Thursday, October 05, 2006

Noble Prize in Medicine


Andrew Z. Fire and Craig C. Mello have won this year's Noble Prize for Medicine for their discovery of RNA interference . See this.

You can view an animated tour through the process of RNA interference here.

Msnbc has an interesting intervew with Andrew Z. Fire here. The interview explains the process of RNA interference and its potential applications. Here is a sample:

NEWSWEEK: You won the Nobel Prize for uncovering the process of RNA interference. Can you explain to our readers exactly what this entails?

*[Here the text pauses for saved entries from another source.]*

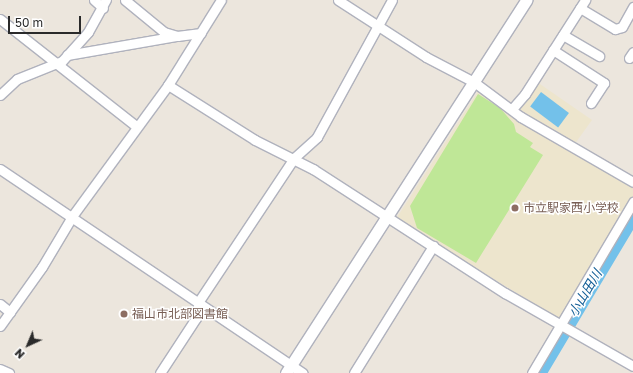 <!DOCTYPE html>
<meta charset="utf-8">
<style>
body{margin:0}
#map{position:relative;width:633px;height:373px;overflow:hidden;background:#ece6dd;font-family:"Golos Text","Noto Sans JP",sans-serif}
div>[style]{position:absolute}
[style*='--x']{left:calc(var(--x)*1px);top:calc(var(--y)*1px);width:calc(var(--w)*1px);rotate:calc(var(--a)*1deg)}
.education>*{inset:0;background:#ede5cd}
.pitch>*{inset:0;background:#bfe797}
.water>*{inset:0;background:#73c1ea;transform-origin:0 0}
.river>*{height:17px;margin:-8.5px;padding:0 8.5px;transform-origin:8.5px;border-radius:8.5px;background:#73c1ea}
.roads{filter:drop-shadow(1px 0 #b0b2bd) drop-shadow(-1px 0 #b0b2bd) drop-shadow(0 1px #b0b2bd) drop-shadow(0 -1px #b0b2bd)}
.minor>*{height:9px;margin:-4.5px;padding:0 4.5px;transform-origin:4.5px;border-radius:4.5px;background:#fff}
.tertiary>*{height:11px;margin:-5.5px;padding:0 5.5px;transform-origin:5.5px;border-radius:5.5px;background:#fff}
.dots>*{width:11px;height:11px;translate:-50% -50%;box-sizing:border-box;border:2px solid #fff;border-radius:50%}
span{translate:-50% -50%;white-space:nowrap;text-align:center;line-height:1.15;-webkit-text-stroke:3px #fff;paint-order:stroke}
.education-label{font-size:12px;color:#785e54}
.left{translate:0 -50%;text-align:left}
.water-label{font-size:13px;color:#125e96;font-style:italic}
.north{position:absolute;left:8px;top:325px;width:40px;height:40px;-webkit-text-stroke:3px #fff;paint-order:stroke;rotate:224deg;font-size:11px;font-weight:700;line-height:16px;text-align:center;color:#2a2a2a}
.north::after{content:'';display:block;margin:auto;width:14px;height:18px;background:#2a2a2a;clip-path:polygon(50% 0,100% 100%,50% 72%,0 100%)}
.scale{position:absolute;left:8px;top:16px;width:73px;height:18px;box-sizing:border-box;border:2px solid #2a2a2a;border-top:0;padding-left:5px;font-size:12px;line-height:14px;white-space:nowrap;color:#2a2a2a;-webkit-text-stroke:3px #fff;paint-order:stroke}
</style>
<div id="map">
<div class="education">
<i style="clip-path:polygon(537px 82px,592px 120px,574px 145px,520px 113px,518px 110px)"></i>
<i style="clip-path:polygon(479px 90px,502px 104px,517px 120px,633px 187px,633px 197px,559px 319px,396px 219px)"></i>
</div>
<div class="pitch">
<i style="clip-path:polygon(478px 94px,500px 108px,514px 124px,516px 132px,533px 143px,530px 147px,543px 155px,476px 263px,417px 228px,410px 206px)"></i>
</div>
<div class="water">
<i style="left:541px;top:92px;width:35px;height:18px;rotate:37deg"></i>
</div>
<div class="river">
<i style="--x:537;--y:373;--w:187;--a:-59.2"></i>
</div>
<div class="roads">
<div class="minor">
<i style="--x:94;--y:0;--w:12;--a:42"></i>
<i style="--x:125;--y:0;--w:50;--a:39.4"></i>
<i style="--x:164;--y:32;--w:14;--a:17"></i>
<i style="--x:177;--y:36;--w:24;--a:-7"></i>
<i style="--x:338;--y:0;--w:105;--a:32.9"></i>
<i style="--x:426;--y:57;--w:54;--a:27.5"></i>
<i style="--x:474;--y:82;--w:59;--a:36.7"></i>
<i style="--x:521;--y:117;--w:129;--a:30.1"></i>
<i style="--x:580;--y:8;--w:41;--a:31"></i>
<i style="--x:615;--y:29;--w:7;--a:-16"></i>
<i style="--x:622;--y:27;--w:23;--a:-61"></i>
<i style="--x:0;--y:19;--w:174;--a:38.2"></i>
<i style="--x:563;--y:35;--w:42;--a:30.3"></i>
<i style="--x:553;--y:50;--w:61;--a:32.9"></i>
<i style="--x:604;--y:83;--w:24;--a:123"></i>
<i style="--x:67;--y:55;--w:112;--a:-9.8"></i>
<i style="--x:629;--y:58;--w:7;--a:-56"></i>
<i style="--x:168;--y:85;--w:103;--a:32.3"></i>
<i style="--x:255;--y:140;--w:65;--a:26.6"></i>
<i style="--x:313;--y:169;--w:229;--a:32.9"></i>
<i style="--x:505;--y:293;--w:147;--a:29.7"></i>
<i style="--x:0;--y:95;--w:23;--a:-43"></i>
<i style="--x:17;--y:79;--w:48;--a:-21.8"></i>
<i style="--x:62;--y:61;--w:39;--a:-48"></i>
<i style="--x:88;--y:32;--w:37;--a:-61"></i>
<i style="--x:512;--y:109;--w:20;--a:-49"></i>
<i style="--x:525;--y:94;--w:112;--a:-57.4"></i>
<i style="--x:0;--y:169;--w:365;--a:34"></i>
<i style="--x:0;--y:304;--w:13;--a:39"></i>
<i style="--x:0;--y:326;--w:72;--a:-54.6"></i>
<i style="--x:42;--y:267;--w:61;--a:-59.2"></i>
<i style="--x:73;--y:215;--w:161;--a:-53.8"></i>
<i style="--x:168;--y:85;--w:100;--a:-58.1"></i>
<i style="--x:0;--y:369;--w:10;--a:24"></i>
<i style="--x:160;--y:373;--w:66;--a:-56.8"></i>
<i style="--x:196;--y:318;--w:17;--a:-80"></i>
<i style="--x:199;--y:301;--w:172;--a:-56.4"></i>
<i style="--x:294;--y:158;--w:31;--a:-42"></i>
<i style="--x:317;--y:137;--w:156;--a:-61.3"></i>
<i style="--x:354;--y:373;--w:150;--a:-58.1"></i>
<i style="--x:532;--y:373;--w:199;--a:-59.4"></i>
</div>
<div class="tertiary">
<i style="--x:286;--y:373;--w:444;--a:-57.2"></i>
</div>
</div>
<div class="dots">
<i style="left:515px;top:208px;background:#8d6e63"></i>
<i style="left:124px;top:314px;background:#8d6e63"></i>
</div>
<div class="education-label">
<span class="left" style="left:523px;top:208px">市立駅家西小学校</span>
<span class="left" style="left:132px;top:314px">福山市北部図書館</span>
</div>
<div class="water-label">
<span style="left:585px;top:293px;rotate:-59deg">小山田川</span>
</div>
<div class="north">N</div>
<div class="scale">50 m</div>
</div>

Andrew Z. Fire: Our observations built on previous work by others in plants and fungi. When people tried to put extra copies of a gene into a plant, instead of getting more of the result, they got less. It seemed there was a way that the organism had to sense that there were extra copies—and not just extra copies but some that were also probably somehow messed up. So the organism had to be able to detect unwanted activity. And if it sensed this activity, which is going to come out in the form of some kind of RNA [an intermediary between stable DNA, which stores information in our genes, and proteins, which act on the information] that is unusual, it went ahead and got rid of them. We studied something similar with worms.

What did you find?

We wanted to know how an organism can tell the difference between foreign RNA and what's inside. It turns out it's a fairly simple structural distinction. If we took double-stranded RNA and put it into cells, that could shut a gene down pretty efficiently. The organism is looking for RNA where both strands present in the cell (normally, it's just one strand). That was essentially the result. We could put two strands of an RNA in and it would shut down the corresponding gene...The cell not only gets rid of double-stranded material but looks for anything that looks similar and gets rid of it too.
....

What are the potential applications for humans?

The biggest medium-term application is researchers who are studying a given question. For example, let's say we're interested in an individual cancerous tumor—a population of cells that are doing something against our best interest—and want to know what makes it so we can get rid of it. One way is to go on a gene by gene basis through all the thousands of genes and decrease the function of each one at a time to figure out which are needed for the tumor to grow. The hope in that case is to find the gene that is needed for the tumor but not required for normal cell growth. So far, the experiment has been in a lab. If you had that information and really believed RNA to be a gene-silencing tool, though, you could imagine taking double-stranded RNA into a sick person and making them healthy. People are exploring that, but delivering it is very complicated. Some clinical trials are being done in tissues that are very good at receiving the RNA material like the eye and the liver.


What diseases are being targeted in the clinical trials?

One is macular degeneration, which causes blindness. The reason it's moved so quickly to clinical trials mostly has to do with the ethics of doing clinical trials. No other treatment is approved for macular degeneration. Also, the eye is fairly self-contained. It's easier to test it in the eye in a clinical trial than injecting it into the bloodstream...

This announcement from the Noble Foundation is one additional snapshot of the larger story that is unfolding around us with rapid speed. The genetic revolution is an incredible story of human ingenuity and determination. One that could have a great impact on the life prospects of the genetically disadvantaged.